Abstract: In this talk, we present a new cutting plane method for two-stage stochastic integer programs called Fenchel decomposition (FD). FD is based on a new class of valid inequalities termed, FD cuts, which are based on Fenchel cutting planes in integer programming. We consider FD cuts based on both the first- and second-stage variables, and based only on the second-stage variables. Preliminary computational results with instances from the literature will be presented.
  
Title: Risk Classification Approach Through Convex Optimization
 Lead: Vladimir Bugera,Kammerdiner Consulting, 16031 N 31st AVE, Phoenix AZ 85053, United States of America, vladimir@bugera.com
 Co-Author: Stan Uryasev,University of Florida, Dept. of Industrial and Systems Engineer, 303 Weil Hall, P.O. Box 116595, Gainesville FL 32611-6595, United States of America, uryasev@ufl.edu
 
Abstract: We consider an optimization approach for multi-class classification.
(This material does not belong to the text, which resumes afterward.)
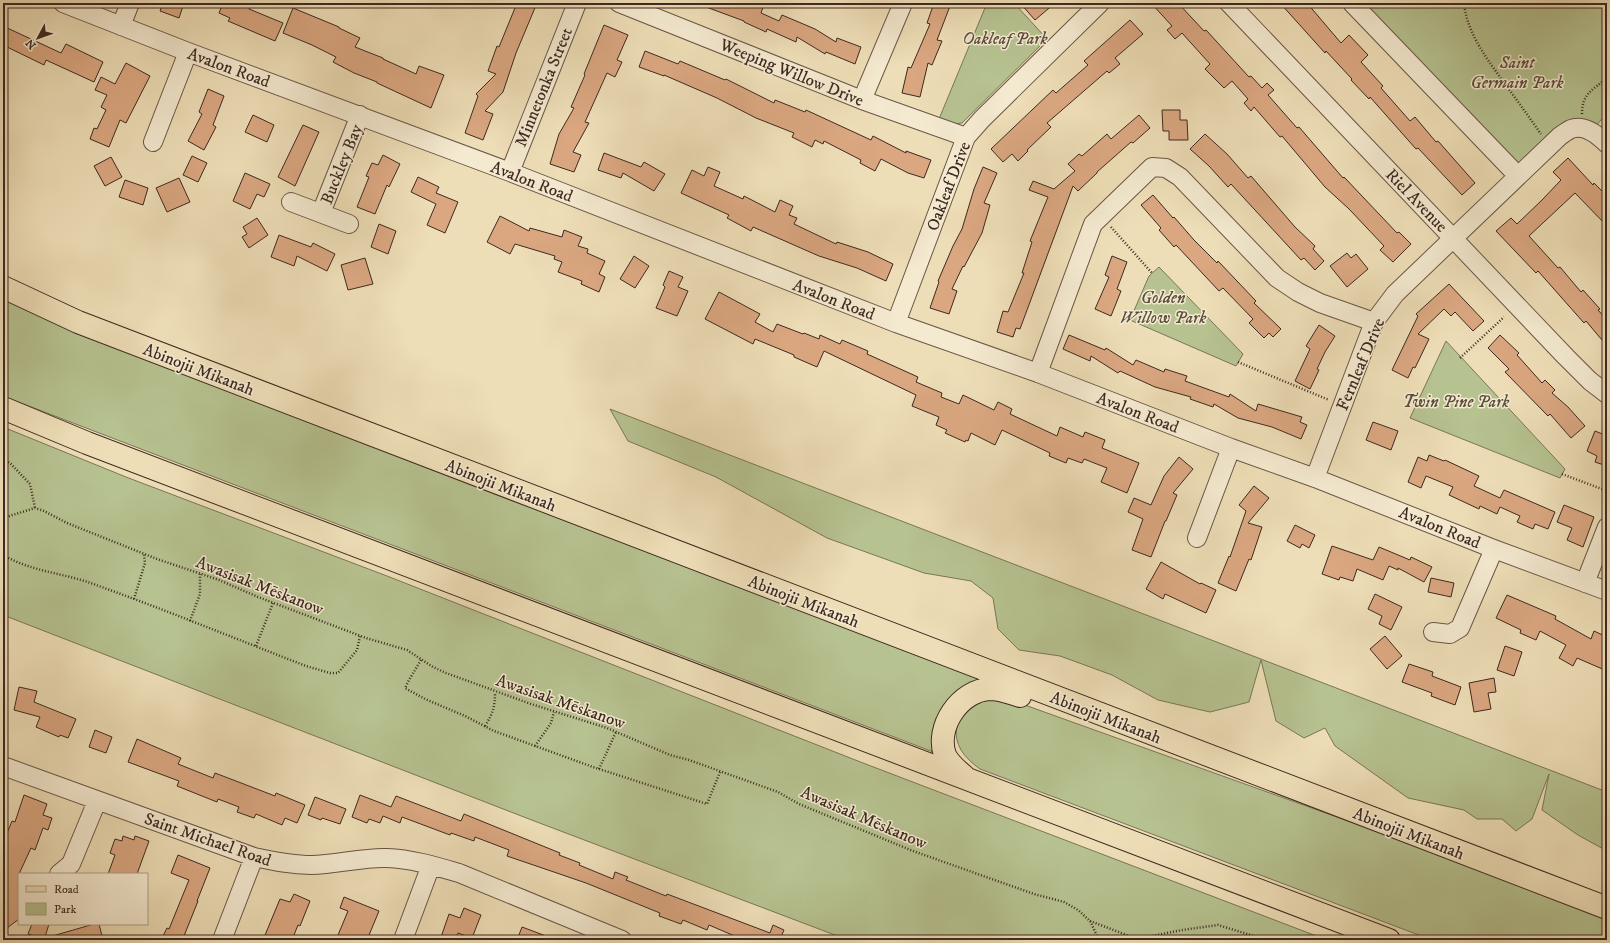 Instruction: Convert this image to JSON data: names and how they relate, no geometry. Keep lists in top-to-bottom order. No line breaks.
{"streets":{"main road":["Abinojii Mikanah"],"street":["Avalon Road","Weeping Willow Drive","Minnetonka Street","Buckley Bay","Oakleaf Drive","Riel Avenue","Fernleaf Drive","Saint Michael Road"],"path":["Awasisak Mēskanow"]},"crossings":[["Avalon Road","Minnetonka Street"],["Avalon Road","Buckley Bay"],["Avalon Road","Oakleaf Drive"],["Avalon Road","Fernleaf Drive"],["Weeping Willow Drive","Oakleaf Drive"],["Riel Avenue","Fernleaf Drive"]],"parks":["Oakleaf Park","Saint Germain Park","Golden Willow Park","Twin Pine Park"],"legend":["Road","Park"],"north":"bottom left"}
The optimization problem is formulated as minimization of a penalty function built with quadratic separating functions. It is reduced to linear programming problem for finding parameters of optimal classification. We apply this approach to evaluate risks in several financial applications, and compare our methodology with conventional techniques.
  
Title: Algorithmic Development on a Class of Stochastic Quadratic 0-1 Programs
 Lead: Nan Kong,Assistant Professor, Purdue University, West Lafayette IN 47907, United States of America, nkong@purdue.edu
 Co-Author: Zhen Zhu,Purdue University, West Lafayette IN 47907, zzhu@purdue.edu
 
Abstract: We, in this paper, study a class of two-stage stochastic quadratic programming problems with 0-1 variables on both stages. We apply a branch-and-fix framework and adapt various decomposition methods, together with a number of linearization techniques within this framework. Analytical and computational results will be presented for the comparison of different methods.